Amplamente divulgado pela mídia, o projeto Mars One, do holandês Bas Lansdorp, iniciado em março de 2011, é mirabolante à primeira vista, mas aos poucos está atraindo a atenção do meio acadêmico e da sociedade em geral, assim como o apoio de companhias aeroespaciais do mundo todo. Por enquanto ainda se trata de um sonho, mas Lansdorp está se movimentando no sentido de arrecadar cerca de seis bilhões de dólares para a viabilização do projeto.
Outro holandês chamado Paul Römer, cocriador do primeiro reality show do tipo Big Brother está aderindo à ideia de participar da escolha dos candidatos por meio de um reality show que envolverá o mundo todo. Os candidatos deverão enfrentar situações complexas a partir de simulações de sobrevivência em ambiente marciano. Segundo o cronograma proposto, entre o processo de seleção dos candidatos e o lançamento dos módulos tripulados haverá uma década de preparo.
Muitos perigos de percurso podem se interpor aos astronautas. Talvez eles nem consigam sobreviver aos sete meses de viagem, devido à exposição à radiação e à microgravidade. Caso consigam chegar ao destino, provavelmente sobreviverão por pouco tempo no ambiente inóspito do planeta vermelho, com temperaturas abaixo de 60° centígrados. A obtenção de água e oxigênio será complexa e poderá falhar.

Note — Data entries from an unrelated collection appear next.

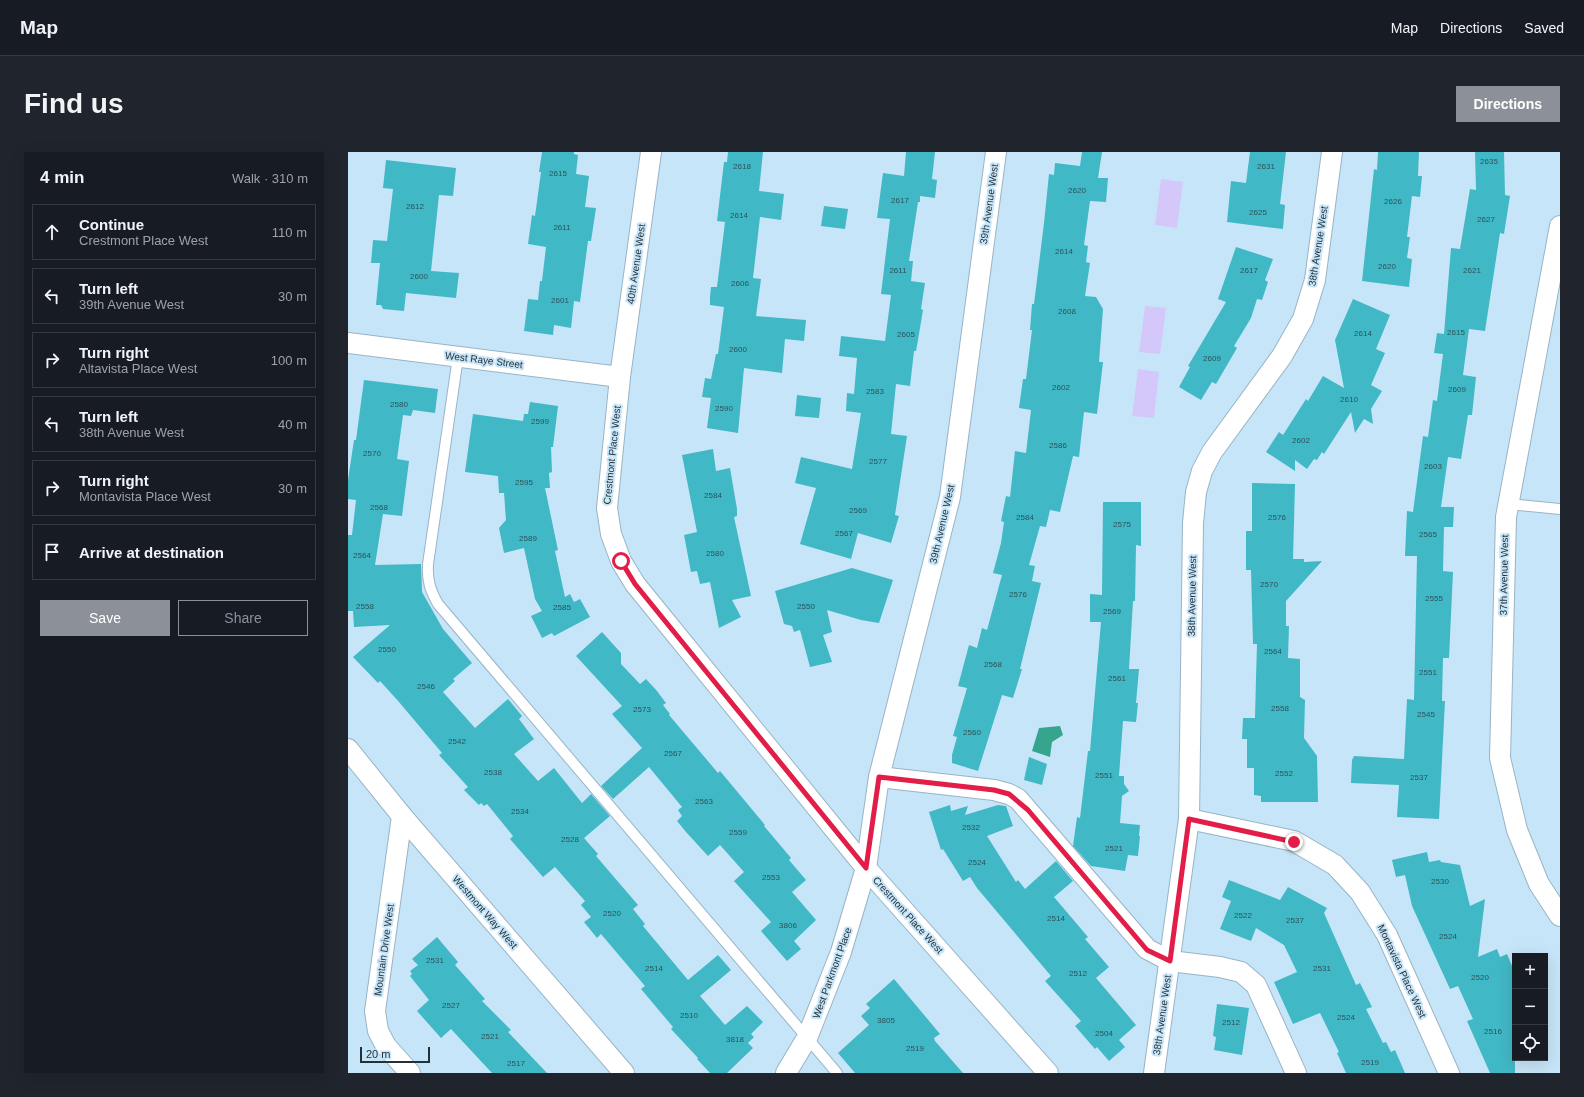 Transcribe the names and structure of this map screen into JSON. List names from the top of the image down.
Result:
{
  "streets": {
    "street": [
      "39th Avenue West",
      "38th Avenue West",
      "40th Avenue West",
      "West Raye Street",
      "Crestmont Place West",
      "37th Avenue West",
      "Westmont Way West",
      "Mountain Drive West",
      "Montavista Place West",
      "West Parkmont Place"
    ]
  },
  "crossings": [
    ["39th Avenue West", "Crestmont Place West"],
    ["39th Avenue West", "West Parkmont Place"],
    ["38th Avenue West", "Montavista Place West"],
    ["40th Avenue West", "West Raye Street"],
    ["40th Avenue West", "Crestmont Place West"],
    ["West Raye Street", "Crestmont Place West"],
    ["Crestmont Place West", "West Parkmont Place"],
    ["Westmont Way West", "Mountain Drive West"]
  ],
  "house_numbers": [
    "2635",
    "2618",
    "2631",
    "2615",
    "2620",
    "2617",
    "2626",
    "2612",
    "2625",
    "2614",
    "2627",
    "2611",
    "2614",
    "2620",
    "2611",
    "2617",
    "2621",
    "2600",
    "2606",
    "2601",
    "2608",
    "2615",
    "2614",
    "2605",
    "2600",
    "2609",
    "2602",
    "2609",
    "2583",
    "2610",
    "2580",
    "2590",
    "2599",
    "2602",
    "2586",
    "2570",
    "2577",
    "2603",
    "2595",
    "2584",
    "2568",
    "2569",
    "2584",
    "2576",
    "2575",
    "2567",
    "2565",
    "2589",
    "2580",
    "2564",
    "2570",
    "2576",
    "2555",
    "2558",
    "2550",
    "2585",
    "2569",
    "2550",
    "2564",
    "2568",
    "2551",
    "2561",
    "2546",
    "2558",
    "2573",
    "2545",
    "2560",
    "2542",
    "2567",
    "2538",
    "2552",
    "2551",
    "2537",
    "2563",
    "2534",
    "2532",
    "2559",
    "2528",
    "2521",
    "2524",
    "2553",
    "2530",
    "2520",
    "2522",
    "2514",
    "2537",
    "3806",
    "2524",
    "2531",
    "2514",
    "2531",
    "2512",
    "2520",
    "2527",
    "2510",
    "2524",
    "3805",
    "2512",
    "2516",
    "2504",
    "2521",
    "3818",
    "2519",
    "2519",
    "2517"
  ],
  "scale_bar": "20 m",
  "page": {
    "header": "Map",
    "nav": ["Map", "Directions", "Saved"],
    "buttons": [
      "Directions",
      ["Save", "Share"]
    ],
    "title": "Find us",
    "heading": ["4 min", "Walk · 310 m"],
    "list": [
      ["Continue", "Crestmont Place West", "110 m"],
      ["Turn left", "39th Avenue West", "30 m"],
      ["Turn right", "Altavista Place West", "100 m"],
      ["Turn left", "38th Avenue West", "40 m"],
      ["Turn right", "Montavista Place West", "30 m"],
      "Arrive at destination"
    ],
    "map_buttons": ["+", "−"],
    "scale": "20 m"
  }
}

Partículas de gelo retiradas do subsolo serão aquecidas. O vapor será condensado em reservatórios. Esse processo, acrescido do nitrogênio e do argônio, filtrados da atmosfera marciana, produzirá ar respirável para a base. Mas, em caso de imprevistos, se houver alguma pane nesse sistema, quem garantirá a subsistência dos incautos viajantes?
Propor-se uma aventura dessas é uma forma de candidatar-se à morte prematura? Por que tanta gente se propõe trocar a família, os amigos, o trabalho e os prazeres da vida terrena por uma aventura interplanetária?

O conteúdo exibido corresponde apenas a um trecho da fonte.